By Mark Iacampo, U.S. Army Garrison Hohenfels Public AffairsAugust 29, 2013
HOHENFELS, Germany -- Participants in the American Red Cross / ACS Summer Youth Volunteer Program were honored with certificates, food and free bowling at a small ceremony here, Aug. 25.
The 23 teens donated a cumulative total of 972 hours, which based on the National Average of Labor Statics, represents a $21,340 savings for the community.
"We wanted to thank them for all their volunteer service and everything they've done over these eight weeks," said Sandy Mama, U.S. Army Garrison Hohenfels American Red Cross assistant station manager.
In previous years, teens had the option of working in the Summer Hire Program, but limited funding kept participation necessarily low. With this year's budget cuts, the program was no longer feasible.
"This year, American Red Cross and Army Community Service collaborated and really invigorated our youth program," said Lt. Col. John J. Strange Jr., USAG Hohenfels commander. "I'm really happy with the participation, not just with the kids, but all the different service providers across the garrison."
Youths volunteered throughout the garrison, serving at such varied organizations as the Java Café, the Military Personnel Division, the library, and the post gym. Parents, supervisors and the volunteers themselves all found the experience very rewarding.
Fourteen-year-old Alexandria Day spent her time working the front desk at ACS, answering phones and helping customers.
"I wanted some experience being in a business environment to help when applying for a job," she said.
Phillip Davis, 15, said his experience as a volunteer at the dental clinic really sparked an interest in dentistry and opened up his eyes to possibilities for his future.
"I definitely want to continue volunteering at the dental clinic," he said. "Once I started it, it really changed my mind about dentistry."
Others chose their volunteer station based on a previous interest.
Ninth-grader Brande Paddock plans to pursue a career in veterinary medicine, and found volunteering at the veterinary clinic to be extremely gratifying.
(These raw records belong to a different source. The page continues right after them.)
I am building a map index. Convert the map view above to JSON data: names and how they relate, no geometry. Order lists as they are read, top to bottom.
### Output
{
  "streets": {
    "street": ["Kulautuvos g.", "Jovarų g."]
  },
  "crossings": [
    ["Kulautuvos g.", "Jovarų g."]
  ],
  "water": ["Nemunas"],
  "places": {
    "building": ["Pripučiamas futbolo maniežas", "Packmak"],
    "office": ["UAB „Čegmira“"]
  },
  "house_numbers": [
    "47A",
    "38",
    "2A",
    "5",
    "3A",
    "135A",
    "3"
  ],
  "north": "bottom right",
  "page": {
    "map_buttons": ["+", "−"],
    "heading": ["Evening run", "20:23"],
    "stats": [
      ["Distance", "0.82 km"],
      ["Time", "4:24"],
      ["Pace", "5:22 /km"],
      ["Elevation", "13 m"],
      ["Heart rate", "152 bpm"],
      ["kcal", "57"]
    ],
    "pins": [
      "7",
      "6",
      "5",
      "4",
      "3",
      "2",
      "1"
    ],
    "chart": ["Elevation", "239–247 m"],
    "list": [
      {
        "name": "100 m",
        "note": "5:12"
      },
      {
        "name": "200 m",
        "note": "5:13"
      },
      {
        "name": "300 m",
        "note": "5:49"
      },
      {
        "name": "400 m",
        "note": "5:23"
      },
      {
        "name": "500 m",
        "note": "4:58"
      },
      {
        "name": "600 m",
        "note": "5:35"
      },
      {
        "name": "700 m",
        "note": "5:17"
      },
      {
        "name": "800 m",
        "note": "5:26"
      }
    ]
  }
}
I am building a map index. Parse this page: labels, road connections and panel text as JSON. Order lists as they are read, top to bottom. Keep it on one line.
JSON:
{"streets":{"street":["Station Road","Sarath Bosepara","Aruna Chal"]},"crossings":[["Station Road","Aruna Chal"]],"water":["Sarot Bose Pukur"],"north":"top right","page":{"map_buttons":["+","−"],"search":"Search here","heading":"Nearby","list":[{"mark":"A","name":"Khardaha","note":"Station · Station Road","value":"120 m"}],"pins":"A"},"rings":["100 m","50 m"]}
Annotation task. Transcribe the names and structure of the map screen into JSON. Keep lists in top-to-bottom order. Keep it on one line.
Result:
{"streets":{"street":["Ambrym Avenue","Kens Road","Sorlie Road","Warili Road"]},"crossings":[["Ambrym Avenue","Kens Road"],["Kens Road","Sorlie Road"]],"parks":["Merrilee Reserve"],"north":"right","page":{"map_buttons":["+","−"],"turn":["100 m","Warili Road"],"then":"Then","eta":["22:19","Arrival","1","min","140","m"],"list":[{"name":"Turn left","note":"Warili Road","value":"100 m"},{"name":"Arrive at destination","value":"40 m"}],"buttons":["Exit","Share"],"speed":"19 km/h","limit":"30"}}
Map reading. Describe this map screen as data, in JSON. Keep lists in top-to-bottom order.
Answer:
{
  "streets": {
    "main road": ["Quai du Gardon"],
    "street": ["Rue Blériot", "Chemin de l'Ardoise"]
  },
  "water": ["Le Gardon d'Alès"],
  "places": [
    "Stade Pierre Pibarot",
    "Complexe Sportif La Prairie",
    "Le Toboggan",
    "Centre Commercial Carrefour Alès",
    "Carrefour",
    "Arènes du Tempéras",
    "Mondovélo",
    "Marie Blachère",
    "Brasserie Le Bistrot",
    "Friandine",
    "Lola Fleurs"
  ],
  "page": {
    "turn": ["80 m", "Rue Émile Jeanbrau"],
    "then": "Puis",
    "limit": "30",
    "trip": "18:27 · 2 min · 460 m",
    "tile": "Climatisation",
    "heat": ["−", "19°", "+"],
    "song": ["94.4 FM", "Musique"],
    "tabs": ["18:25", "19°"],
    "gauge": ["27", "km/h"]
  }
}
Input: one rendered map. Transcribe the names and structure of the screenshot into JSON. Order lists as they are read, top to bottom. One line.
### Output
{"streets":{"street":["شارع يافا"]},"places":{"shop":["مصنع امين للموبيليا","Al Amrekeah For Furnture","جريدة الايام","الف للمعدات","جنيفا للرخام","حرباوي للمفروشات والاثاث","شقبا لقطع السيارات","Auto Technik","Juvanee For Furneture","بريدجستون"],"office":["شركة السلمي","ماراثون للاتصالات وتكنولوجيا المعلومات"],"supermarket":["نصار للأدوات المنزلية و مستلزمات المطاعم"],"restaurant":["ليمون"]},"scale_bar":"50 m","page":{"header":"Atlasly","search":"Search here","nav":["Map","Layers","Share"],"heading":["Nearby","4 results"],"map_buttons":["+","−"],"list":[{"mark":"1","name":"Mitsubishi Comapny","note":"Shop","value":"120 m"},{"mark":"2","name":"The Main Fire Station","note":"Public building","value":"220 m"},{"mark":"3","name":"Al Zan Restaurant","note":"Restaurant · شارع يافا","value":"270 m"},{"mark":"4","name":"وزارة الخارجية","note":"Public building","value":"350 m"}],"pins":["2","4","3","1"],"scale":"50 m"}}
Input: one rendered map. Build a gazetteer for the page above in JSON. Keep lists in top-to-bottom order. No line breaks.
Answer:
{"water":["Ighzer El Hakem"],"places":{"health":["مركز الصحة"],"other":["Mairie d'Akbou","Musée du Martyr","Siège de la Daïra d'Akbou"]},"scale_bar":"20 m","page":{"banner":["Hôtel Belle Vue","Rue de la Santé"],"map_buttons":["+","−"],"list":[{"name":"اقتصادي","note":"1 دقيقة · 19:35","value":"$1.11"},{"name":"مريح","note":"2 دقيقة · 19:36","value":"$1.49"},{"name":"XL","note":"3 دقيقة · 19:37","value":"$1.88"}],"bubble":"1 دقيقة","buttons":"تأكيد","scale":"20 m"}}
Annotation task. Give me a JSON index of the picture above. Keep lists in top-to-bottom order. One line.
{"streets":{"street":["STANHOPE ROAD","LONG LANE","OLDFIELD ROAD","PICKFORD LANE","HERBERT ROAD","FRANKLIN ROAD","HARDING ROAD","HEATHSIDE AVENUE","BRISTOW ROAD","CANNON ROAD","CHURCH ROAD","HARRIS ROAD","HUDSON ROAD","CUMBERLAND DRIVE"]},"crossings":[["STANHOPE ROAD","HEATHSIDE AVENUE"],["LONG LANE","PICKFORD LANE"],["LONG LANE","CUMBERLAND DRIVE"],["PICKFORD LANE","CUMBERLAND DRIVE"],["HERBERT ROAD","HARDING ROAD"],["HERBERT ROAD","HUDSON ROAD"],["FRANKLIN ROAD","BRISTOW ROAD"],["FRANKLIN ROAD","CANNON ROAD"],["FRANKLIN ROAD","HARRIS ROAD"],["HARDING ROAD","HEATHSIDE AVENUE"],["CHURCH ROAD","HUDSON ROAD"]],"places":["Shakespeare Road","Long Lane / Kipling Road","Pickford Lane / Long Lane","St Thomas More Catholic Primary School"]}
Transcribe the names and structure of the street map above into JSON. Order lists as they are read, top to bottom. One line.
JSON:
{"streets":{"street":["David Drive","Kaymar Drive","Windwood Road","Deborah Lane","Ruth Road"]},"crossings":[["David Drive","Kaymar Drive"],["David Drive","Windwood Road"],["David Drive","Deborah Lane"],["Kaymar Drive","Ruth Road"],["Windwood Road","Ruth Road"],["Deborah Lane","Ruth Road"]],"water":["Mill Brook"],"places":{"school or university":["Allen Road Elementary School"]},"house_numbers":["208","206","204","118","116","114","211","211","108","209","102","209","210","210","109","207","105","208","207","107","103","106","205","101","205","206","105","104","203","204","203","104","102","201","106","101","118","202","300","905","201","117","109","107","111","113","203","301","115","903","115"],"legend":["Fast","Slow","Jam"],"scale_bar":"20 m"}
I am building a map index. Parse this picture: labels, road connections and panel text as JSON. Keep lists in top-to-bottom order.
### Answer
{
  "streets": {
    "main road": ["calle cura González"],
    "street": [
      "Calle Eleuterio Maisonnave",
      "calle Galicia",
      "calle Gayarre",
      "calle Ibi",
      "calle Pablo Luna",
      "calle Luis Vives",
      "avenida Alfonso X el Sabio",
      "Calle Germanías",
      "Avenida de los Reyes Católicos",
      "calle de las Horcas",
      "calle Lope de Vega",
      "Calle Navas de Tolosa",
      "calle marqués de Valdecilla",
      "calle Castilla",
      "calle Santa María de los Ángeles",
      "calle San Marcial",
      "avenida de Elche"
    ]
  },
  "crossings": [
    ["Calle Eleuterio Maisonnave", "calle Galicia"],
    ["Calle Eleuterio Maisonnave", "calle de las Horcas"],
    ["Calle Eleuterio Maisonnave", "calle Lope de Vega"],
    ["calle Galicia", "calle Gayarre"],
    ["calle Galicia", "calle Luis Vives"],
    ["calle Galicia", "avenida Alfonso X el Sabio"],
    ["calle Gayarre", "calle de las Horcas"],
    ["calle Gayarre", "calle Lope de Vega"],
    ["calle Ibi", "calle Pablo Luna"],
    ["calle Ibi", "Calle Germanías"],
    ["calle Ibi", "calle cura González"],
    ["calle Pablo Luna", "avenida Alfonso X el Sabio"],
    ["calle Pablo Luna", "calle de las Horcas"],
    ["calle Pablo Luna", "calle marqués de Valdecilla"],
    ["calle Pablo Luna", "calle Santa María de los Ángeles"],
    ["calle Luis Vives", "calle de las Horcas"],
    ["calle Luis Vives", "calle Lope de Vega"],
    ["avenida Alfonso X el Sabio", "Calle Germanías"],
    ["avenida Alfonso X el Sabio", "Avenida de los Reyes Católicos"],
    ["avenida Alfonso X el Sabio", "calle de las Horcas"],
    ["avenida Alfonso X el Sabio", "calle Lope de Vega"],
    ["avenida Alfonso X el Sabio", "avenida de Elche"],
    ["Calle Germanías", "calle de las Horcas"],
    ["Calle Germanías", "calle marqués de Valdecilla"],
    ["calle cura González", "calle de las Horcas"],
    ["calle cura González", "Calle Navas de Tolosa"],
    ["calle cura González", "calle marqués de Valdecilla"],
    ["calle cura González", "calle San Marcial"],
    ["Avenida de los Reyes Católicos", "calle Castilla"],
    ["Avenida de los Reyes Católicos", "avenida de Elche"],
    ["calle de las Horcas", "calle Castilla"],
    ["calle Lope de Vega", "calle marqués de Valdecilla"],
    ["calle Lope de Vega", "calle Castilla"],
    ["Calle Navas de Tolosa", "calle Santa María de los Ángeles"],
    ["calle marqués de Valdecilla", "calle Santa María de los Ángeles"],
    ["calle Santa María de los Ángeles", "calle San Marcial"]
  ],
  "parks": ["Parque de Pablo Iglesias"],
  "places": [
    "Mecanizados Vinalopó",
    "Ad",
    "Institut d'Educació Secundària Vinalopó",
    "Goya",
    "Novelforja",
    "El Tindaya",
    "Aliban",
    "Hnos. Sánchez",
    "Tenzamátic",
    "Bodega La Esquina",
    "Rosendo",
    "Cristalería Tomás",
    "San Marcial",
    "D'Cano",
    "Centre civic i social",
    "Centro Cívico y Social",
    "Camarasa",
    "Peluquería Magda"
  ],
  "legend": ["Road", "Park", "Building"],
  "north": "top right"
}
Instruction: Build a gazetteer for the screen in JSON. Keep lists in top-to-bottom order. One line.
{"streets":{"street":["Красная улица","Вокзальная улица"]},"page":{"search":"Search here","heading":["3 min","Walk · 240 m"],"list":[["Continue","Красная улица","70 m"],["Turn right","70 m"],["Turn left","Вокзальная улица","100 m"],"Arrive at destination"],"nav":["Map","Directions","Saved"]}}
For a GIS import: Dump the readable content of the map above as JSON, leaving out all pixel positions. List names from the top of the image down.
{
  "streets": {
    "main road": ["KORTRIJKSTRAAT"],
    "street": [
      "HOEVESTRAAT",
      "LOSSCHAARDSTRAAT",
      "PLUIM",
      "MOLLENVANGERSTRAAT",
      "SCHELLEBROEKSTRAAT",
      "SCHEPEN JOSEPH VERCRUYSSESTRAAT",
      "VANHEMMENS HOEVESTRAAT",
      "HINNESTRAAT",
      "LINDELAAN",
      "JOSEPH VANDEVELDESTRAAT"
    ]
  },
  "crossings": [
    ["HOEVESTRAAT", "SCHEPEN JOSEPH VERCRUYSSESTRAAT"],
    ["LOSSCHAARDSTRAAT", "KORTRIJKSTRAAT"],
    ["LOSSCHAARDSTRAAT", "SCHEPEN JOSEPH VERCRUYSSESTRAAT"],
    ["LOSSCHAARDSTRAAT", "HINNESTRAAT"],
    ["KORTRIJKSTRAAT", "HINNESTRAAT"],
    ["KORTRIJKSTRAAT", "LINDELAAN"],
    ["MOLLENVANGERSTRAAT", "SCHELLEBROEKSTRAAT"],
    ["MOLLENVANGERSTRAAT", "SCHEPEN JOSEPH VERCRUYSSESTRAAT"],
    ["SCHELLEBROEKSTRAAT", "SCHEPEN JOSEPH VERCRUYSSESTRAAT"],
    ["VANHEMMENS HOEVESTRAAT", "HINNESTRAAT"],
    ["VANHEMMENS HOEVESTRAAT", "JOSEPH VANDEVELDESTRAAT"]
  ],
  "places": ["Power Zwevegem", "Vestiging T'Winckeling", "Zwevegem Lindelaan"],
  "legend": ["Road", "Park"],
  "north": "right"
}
She filled vaccinations and was even allowed to observe a surgery.
"It wasn't as scary as I thought it would be, and if I hadn't had this experience, it would have seemed scarier as I went into my actual profession," she said.
Paddock added that she felt very lucky that Hohenfels offered this opportunity to youths.
"I think in most places you probably wouldn't be able to do this," she said.
Supervisors were just as pleased, citing their volunteers' enthusiasm, energy, commitment and willingness to do any task, no matter how menial.
"It's a great program because it returns to the community and it makes (the youths) feel part of that community," said Capt. Antonio Ortiz, whose daughter, Isabella, volunteered at the Provost Marshal Office and the Java Café. "They understand if you don't volunteer, certain things don't happen. It improves the quality of life and lets them know that, hey, it's not free. Some of these things require effort."
Ortiz said that he was impressed with how dedicated and focused his daughter was toward her new responsibility.
"She took it so serious. We were really proud of her," he said.
Terri Carr, ACS Volunteer Corps commander, not only helped facilitate the program but also got to watch her daughter, Micaela, participate.
"Our primary target was to build skill sets," said Carr, "but on a personal level, getting the opportunity to see Micaela take responsibility, watching her grow -- it means a lot."